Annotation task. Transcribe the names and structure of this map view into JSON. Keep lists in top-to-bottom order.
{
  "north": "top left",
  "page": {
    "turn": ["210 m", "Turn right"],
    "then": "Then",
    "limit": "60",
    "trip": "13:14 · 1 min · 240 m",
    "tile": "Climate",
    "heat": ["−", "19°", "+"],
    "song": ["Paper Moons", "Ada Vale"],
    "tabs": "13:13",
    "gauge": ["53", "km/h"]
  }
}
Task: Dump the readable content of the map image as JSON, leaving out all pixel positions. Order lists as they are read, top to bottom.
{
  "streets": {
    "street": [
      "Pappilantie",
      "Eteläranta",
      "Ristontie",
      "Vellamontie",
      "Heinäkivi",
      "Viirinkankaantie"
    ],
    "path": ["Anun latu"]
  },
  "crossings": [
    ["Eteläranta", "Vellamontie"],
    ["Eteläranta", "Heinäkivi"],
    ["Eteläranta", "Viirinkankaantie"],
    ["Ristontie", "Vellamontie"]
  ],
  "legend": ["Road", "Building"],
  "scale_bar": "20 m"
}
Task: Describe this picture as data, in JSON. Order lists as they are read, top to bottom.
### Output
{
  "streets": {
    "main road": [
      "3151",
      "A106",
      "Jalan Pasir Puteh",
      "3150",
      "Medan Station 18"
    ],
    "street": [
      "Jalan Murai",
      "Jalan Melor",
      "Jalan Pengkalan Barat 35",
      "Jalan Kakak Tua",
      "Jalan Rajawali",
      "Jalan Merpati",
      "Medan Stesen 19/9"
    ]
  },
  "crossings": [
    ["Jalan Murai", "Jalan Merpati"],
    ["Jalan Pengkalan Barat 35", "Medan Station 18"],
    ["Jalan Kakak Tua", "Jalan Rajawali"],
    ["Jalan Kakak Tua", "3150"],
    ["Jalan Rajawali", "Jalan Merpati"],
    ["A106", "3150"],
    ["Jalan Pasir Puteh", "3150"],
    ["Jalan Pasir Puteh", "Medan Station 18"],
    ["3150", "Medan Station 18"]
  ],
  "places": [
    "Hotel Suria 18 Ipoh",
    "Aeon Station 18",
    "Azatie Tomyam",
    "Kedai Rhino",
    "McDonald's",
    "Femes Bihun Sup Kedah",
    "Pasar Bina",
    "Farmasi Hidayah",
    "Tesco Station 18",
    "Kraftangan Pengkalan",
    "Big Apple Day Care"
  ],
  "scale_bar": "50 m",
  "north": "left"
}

##########

In the listing above, locate the line containing "Task: Dump the" and the line containing "Task: Describe this". Extract those two lines and every line between them, exactly as written, and only those.

- [Your response]:
Task: Dump the readable content of the map image as JSON, leaving out all pixel positions. Order lists as they are read, top to bottom.
{
  "streets": {
    "street": [
      "Pappilantie",
      "Eteläranta",
      "Ristontie",
      "Vellamontie",
      "Heinäkivi",
      "Viirinkankaantie"
    ],
    "path": ["Anun latu"]
  },
  "crossings": [
    ["Eteläranta", "Vellamontie"],
    ["Eteläranta", "Heinäkivi"],
    ["Eteläranta", "Viirinkankaantie"],
    ["Ristontie", "Vellamontie"]
  ],
  "legend": ["Road", "Building"],
  "scale_bar": "20 m"
}
Task: Describe this picture as data, in JSON. Order lists as they are read, top to bottom.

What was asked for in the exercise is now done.